Joensuu et al. [19] reported a prospective randomised trial comparing sequential low toxicity single-agent therapy with sequential combination therapy, in 303 MBC patients, as first- or second-line therapy. Single-agent therapy consisted of epirubicin given weekly at 20 mg/m2 (until progression or cumulative dose of 1000 mg/m2) followed by mitomycin. Combination first-line therapy was CEF (cyclophosphamide, epirubicin, 5-fluorouracil) and, as second line, the association mitomycin ± vinblastine was given. Primary end-point was survival and secondary end-points were QOL, toxicity, RR and TTP. It was assumed that 2-year survival for the standard arm (the combination arm) would be 0.30 and the study was 80% powered to detect a 1.5 ratio of median survival times. No crossover was allowed. There were no differences in OS or survival from the beginning of second-line therapy. Median survival after second-line chemotherapy was 10 and 8 months for single- and multi-agent therapy, respectively. With regard to first-line therapy, RR was higher for the combination regimen (53% versus 44%, not significant), whereas for second line, RR was higher for single-agent mitomycin (14% versus 6%, not significant). The sequential single-agent strategy was associated with less toxicity and better QOL. When comparing CEF with single agent epirubicin, haematologic side effects, alopecia, gastrointestinal toxicity, infections, fever, stomatitis, conjunctivitis, lethargy and neurological symptoms were all more frequent with CEF; only thrombosis and psychiatric symptoms were more commonly seen with epirubicin; incidence of cardiotoxicity was similar in both arms. Chemotherapy-related toxicity was also higher with the combination MV than with mitomycin alone, namely leucopenia (P = 0.005), alopecia (P = 0.003), nausea/vomiting (P = 0.01) and anaemia (P = 0.07). The median cumulative dose of epirubicin was 471 mg/m2 for CEF and 444 mg/m2 for low-dose epirubicin (P = 0.30). Treatment delays (42% versus 33%) and dose reductions (10% versus 0%) were more common with CEF than with single-agent epirubicin, which could explain at least partially why combination chemotherapy did not achieve a better survival [19].

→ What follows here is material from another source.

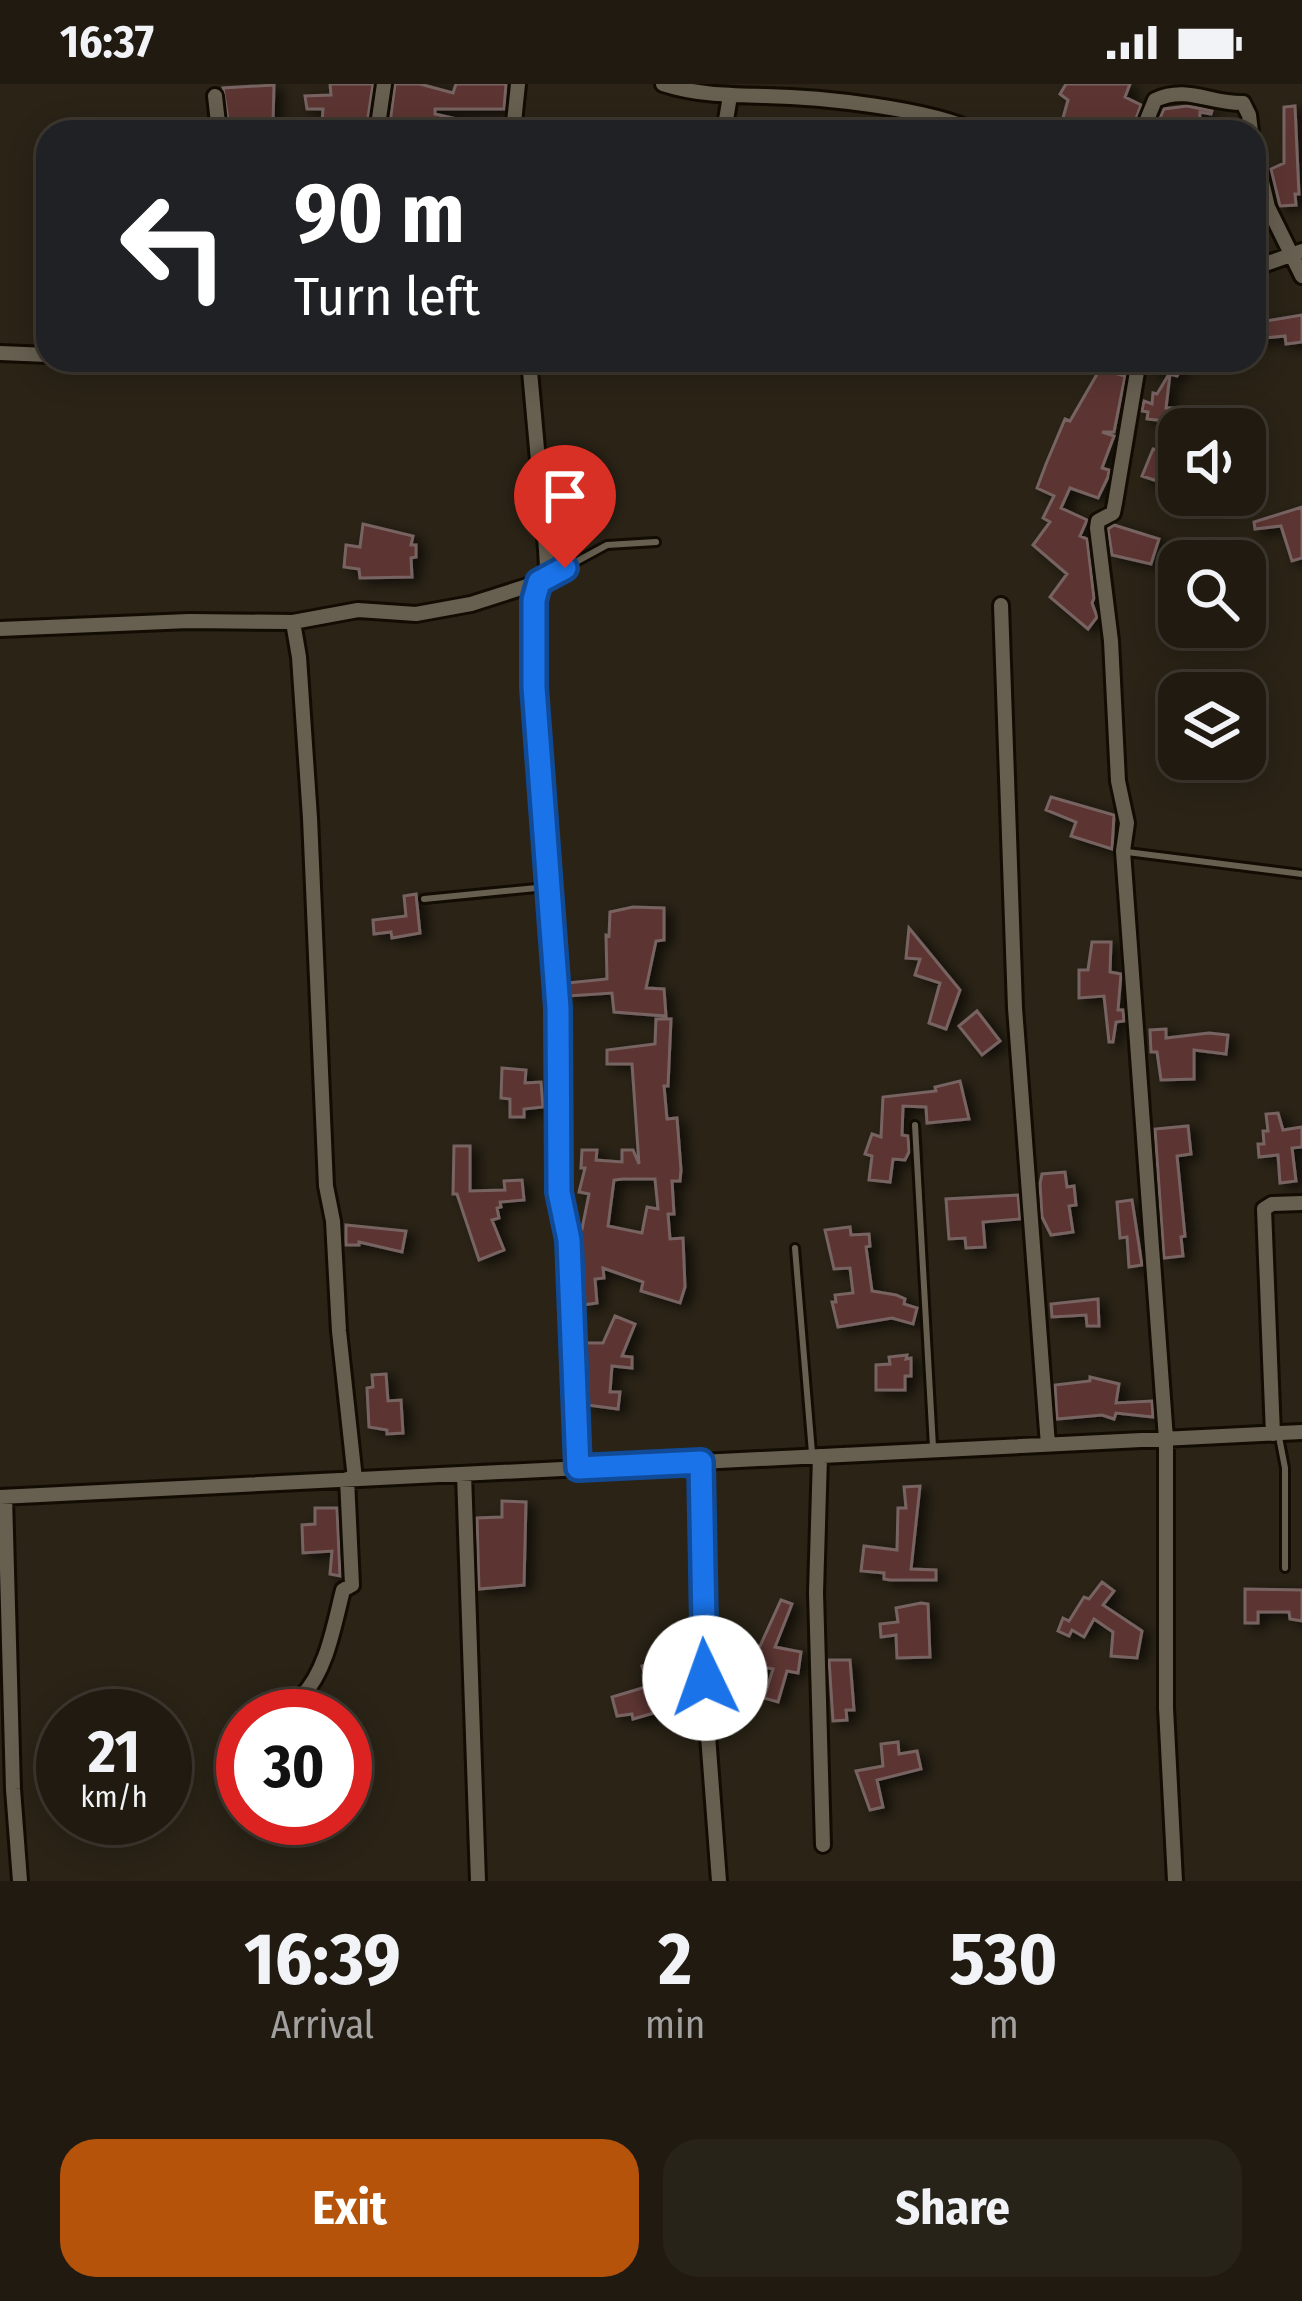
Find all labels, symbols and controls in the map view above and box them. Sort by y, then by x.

The Scandinavian Breast Group compared docetaxel monotherapy with sequential methotrexate-5-FU in 283 patients with advanced breast cancer, after anthracycline failure. Primary end-point was TTP, secondary end-points were RR, toxicity and QOL, and an additional objective was to evaluate the influence on OS, of the order of administration of two salvage chemotherapy regimens. Crossover was recommended on progression. In an intent-to-treat analysis, overall response rate (ORR) (P < 0.001) and median TTP (P < 0.001) were higher in the docetaxel arm. Median OS, including the crossover phase, was not statistically different in both arms (P = 0.86). The median relative given dose per course (99% in both arms) and the median RDI (docetaxel 95% versus MF 94%) were similar in both arms, as were the percentages of treatment withdrawals (94% versus 95%). Overall side effects (including leucopenia, febrile neutropenia, infection, oedema, peripheral neuropathy, asthenia, nail changes, skin toxicity, stomatitis, alopecia, allergy and diarrhoea) were more frequent in the docetaxel arm, but grade 3 and 4 toxicities were infrequent in both treatment arms [15]. Conjunctivitis was the only side effect that occurred significantly more in the MF arm. There were three toxic deaths in the docetaxel arm and one in the MF arm. An evaluation of QOL was later performed and concluded that differences between the two arms were minor, and should not influence the choice between the two chemotherapy regimens [36].

Docetaxel was compared with doxorubicin in patients who had previously received alkylating agent-containing chemotherapy. Of the 326 patients randomised, 174 had received previous chemotherapy for MBC. Primary end-point was TTP. In an intent-to-treat analysis docetaxel produced a significantly better ORR (P = 0.008), but median TTP (P = 0.45) and median OS (P = 0.39) were not statistically different. No crossover was planned, but 28% of the docetaxel-treated group received anthracycline-based chemotherapy, and 26% of doxorubicin-treated patients received taxane-based chemotherapy, as first treatment after study therapy. When adjusted for crossover treatment, the difference in OS between the two treatment arms remained non-significant. The median RDI was 0.97 for docetaxel and 0.95 for doxorubicin. The percentages of withdrawals (54% versus 66%, P = 0.027) and of delayed cycles (7% versus 15%) were lower in the docetaxel arm. Dose reductions occurred in a similar number of cycles (5% in both arms). There were five (3%) toxic deaths in the doxorubicin arm, four of which were due to cardiotoxicity, and two (1.2%) toxics deaths in the docetaxel arm. The incidence of grade 4 neutropenia was similar with both drugs, but the incidence of severe neutropenic complications was higher with doxorubicin. Cardiotoxicity, nausea/vomiting and stomatitis were more frequent with doxorubicin, whereas fluid retention, diarrhoea, skin toxicity, allergy, nail disorder and neurotoxicity occurred more commonly with docetaxel. Although there were limitations in QOL assessment due to missing data, no major differences were seen between the two arms [28].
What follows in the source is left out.